Mrs. Caudle's curtain lectures/Author's preface


It has happened to the writer that two, or three, or ten, or twenty gentlewomen have asked him—and asked in various notes of wonder, pity, and reproof—

"What could have made you think of Mrs. Caudle?

"How could such a thing have entered any man's mind?"

There are subjects that seem like rain drops to fall upon a man's head, the head itself having nothing to do with the matter. The result of no train of thought, there is the picture, the statue, the book, wafted, like the smallest seed, into the brain to feed upon the soil, such as it may be, and grow there. And this was, no doubt, the accidental cause of the literary sowing and expansion—unfolding like a night-flower—of Mrs. Caudle.

But let a jury of gentlewomen decide.

It was a thick, black wintry afternoon, when the writer stopt in the front of the playground of a suburban school. The ground swarmed with boys full of the Saturday's holiday. The earth seemed roofed with the oldest lead, and the wind came, sharp as Shylock's knife, from the Minories. But those happy boys ran and jumped, and hopped, and shouted, and—unconscious men in miniature!—in their own world of frolic, had no And the writer, looking dreamily into that playground, still mused on the robust jollity of those little fellows, to whom the tax-gatherer was as yet a rarer animal than baby hippopotamus. Heroic boyhood, so ignorant of the future in the knowing enjoyment of the present! And the writer still dreaming and musing, and still following no distinct line of thought, there struck upon him, like notes of sudden household music, these words—Curtain Lectures.

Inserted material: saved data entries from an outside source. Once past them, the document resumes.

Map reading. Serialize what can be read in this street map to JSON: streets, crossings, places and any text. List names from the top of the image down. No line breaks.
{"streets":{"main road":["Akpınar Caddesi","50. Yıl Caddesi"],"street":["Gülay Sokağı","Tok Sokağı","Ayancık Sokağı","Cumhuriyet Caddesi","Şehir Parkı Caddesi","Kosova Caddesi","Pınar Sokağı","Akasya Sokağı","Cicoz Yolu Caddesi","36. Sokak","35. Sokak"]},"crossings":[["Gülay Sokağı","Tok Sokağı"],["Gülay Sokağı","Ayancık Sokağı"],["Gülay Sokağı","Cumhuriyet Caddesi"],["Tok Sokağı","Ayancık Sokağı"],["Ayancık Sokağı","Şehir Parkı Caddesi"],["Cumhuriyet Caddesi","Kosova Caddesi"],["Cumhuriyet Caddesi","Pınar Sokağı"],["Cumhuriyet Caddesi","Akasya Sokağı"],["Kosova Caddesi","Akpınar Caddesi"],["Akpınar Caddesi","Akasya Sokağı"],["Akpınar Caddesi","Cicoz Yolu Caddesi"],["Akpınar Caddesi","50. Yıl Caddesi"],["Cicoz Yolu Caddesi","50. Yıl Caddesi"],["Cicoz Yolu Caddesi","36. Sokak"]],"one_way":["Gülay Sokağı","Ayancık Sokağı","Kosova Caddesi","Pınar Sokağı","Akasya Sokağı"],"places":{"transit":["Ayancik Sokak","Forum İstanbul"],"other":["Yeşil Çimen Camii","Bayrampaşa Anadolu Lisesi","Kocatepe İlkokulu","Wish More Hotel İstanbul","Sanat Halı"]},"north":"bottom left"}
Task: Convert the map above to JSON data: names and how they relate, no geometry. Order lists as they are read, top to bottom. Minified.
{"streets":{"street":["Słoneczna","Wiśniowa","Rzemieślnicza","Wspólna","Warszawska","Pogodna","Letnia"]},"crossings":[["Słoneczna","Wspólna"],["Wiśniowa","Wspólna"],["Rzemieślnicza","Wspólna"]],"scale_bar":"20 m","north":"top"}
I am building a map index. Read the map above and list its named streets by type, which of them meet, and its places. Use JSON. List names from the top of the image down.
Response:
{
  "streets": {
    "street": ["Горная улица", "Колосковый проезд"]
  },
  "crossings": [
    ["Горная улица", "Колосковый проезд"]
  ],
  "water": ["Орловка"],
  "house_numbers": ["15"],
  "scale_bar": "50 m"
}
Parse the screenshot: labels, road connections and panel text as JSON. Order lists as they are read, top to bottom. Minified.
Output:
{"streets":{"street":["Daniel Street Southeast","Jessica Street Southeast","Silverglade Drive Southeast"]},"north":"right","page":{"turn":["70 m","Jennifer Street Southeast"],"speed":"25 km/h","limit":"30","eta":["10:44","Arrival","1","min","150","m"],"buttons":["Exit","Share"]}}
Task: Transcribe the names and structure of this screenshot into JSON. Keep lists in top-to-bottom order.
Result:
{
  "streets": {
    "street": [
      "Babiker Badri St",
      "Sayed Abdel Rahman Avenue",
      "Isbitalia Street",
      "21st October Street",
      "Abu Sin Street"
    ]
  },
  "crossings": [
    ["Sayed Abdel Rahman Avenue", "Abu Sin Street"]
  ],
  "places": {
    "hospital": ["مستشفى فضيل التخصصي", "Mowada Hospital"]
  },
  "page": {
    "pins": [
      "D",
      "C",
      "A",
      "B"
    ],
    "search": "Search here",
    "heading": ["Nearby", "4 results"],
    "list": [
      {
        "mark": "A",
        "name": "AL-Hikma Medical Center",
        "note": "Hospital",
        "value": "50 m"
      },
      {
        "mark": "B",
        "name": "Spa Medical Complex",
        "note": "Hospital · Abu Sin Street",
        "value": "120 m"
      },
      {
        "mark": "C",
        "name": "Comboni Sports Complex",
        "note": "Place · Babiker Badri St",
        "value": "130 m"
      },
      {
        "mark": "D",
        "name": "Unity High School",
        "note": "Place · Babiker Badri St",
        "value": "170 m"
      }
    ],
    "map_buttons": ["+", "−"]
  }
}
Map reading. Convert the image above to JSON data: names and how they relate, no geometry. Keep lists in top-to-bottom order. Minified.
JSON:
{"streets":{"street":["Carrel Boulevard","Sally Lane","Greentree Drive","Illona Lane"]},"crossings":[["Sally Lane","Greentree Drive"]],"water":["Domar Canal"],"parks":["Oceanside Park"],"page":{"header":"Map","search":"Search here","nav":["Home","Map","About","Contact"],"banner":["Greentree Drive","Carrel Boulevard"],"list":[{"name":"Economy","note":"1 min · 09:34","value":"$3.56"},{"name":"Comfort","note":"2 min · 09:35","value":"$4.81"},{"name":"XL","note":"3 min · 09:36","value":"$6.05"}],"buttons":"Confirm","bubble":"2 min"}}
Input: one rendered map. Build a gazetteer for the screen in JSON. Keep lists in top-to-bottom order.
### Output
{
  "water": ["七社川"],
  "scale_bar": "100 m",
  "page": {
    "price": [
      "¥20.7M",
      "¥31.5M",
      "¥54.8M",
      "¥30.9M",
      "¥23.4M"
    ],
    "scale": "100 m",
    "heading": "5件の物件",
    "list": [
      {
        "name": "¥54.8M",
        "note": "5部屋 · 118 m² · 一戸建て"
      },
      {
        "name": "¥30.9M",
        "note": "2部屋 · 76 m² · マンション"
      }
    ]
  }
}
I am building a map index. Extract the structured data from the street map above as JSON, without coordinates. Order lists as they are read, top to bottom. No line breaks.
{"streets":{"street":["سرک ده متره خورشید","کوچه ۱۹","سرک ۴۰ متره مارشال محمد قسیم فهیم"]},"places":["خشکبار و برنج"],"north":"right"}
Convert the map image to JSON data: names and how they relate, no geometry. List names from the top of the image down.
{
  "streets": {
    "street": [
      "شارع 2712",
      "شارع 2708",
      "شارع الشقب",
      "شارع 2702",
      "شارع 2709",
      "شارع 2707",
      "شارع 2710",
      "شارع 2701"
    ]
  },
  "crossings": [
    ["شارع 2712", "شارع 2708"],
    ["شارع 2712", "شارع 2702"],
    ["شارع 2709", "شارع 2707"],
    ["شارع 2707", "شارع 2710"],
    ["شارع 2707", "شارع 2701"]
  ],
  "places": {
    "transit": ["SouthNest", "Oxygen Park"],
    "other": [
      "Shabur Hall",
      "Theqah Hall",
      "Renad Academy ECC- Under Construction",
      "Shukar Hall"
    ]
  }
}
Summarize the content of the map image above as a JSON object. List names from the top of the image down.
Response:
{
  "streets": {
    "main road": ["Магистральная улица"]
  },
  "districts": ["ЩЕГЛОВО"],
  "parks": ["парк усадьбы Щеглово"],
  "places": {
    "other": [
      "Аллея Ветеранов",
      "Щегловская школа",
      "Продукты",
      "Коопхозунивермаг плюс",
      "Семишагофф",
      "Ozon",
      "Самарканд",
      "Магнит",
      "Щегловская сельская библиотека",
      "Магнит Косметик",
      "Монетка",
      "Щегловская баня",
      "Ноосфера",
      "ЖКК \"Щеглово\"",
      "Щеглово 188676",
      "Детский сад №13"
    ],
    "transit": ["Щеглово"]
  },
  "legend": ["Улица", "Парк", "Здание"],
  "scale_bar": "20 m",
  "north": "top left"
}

One moment there was no living object save those racing, shouting boys; and the next, as though a white dove had alighted on the pen hand of the writer, there was—Mrs. Caudle.

Ladies of the jury, are there not then some subjects of letters that mysteriously assert an effect without any discoverable cause? Otherwise, wherefore should the thought of Curtain Lectures grow from a school ground—wherefore, among a crowd of holiday school-boys, should appear Mrs. Caudle?

For the Lectures themselves, it is feared they must be given up as a farcical desecration of a solemn time-honoured privilege; it may be, exercised once in a life time,—and that once having the effect of a hundred repetitions, as Job lectured his wife. And Job's wife, a certain Mohammedan writer delivers, having committed a fault in her love to her husband, he swore that on his recovery he would deal her a hundred stripes. Job got well, and his heart was touched and taught by the tenderness to keep his vow, and still to chastise his help-mate; for he smote her once with a palm-branch having a hundred leaves.